Identify all lines in the listing that include the word "Start", and copy them out.
--- --- ---
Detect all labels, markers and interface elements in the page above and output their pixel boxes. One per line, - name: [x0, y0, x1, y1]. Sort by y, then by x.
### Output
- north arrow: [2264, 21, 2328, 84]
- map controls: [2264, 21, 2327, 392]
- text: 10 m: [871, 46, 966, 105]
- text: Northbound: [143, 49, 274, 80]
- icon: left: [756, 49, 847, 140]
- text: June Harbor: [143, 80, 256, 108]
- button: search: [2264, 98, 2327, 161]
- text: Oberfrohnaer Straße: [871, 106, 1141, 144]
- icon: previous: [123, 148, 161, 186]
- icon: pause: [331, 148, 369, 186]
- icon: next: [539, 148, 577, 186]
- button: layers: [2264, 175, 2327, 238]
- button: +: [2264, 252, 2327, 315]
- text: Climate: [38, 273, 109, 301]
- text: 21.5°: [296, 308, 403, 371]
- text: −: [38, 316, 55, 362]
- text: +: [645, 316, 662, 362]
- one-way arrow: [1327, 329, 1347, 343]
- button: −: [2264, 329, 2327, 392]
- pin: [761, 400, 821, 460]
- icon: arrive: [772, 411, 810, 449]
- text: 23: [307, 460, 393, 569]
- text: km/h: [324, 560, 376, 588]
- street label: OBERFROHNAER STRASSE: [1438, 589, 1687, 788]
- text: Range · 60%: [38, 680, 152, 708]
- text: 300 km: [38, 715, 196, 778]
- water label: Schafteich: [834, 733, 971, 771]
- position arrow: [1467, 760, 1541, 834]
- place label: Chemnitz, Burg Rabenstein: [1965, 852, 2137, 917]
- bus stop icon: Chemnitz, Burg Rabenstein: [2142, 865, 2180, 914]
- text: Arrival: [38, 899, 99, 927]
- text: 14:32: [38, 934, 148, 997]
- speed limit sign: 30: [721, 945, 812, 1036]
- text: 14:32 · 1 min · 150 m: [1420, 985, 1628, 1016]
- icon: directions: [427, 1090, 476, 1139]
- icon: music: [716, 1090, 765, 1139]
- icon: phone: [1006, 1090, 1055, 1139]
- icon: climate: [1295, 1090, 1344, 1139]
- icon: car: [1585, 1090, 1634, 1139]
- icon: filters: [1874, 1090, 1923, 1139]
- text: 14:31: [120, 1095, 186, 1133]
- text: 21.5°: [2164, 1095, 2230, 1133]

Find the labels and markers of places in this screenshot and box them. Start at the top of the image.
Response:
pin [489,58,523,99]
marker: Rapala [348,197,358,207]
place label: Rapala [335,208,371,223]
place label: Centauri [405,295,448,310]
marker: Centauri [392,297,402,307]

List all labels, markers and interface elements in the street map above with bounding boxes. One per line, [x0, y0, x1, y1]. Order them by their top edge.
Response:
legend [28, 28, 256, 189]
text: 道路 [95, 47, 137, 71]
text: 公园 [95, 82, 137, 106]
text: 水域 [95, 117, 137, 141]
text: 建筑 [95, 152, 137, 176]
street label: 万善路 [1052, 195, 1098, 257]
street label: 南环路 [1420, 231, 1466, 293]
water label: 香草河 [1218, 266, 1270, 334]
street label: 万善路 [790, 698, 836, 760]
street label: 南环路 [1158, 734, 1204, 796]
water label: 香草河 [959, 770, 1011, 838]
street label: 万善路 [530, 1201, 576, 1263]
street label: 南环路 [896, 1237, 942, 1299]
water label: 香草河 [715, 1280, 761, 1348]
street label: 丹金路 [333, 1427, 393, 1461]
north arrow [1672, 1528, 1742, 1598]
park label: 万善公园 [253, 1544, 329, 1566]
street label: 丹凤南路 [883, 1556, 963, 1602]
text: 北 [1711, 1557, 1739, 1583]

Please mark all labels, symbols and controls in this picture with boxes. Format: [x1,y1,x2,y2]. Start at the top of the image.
--- --- ---
EXERCISE RESULT >>
Find the labels and markers of places in this screenshot and box them. Start at the top of the image.
Please mark all labels, symbols and controls in this picture with boxes. Format: [x1,y1,x2,y2]. Start at the top of the image.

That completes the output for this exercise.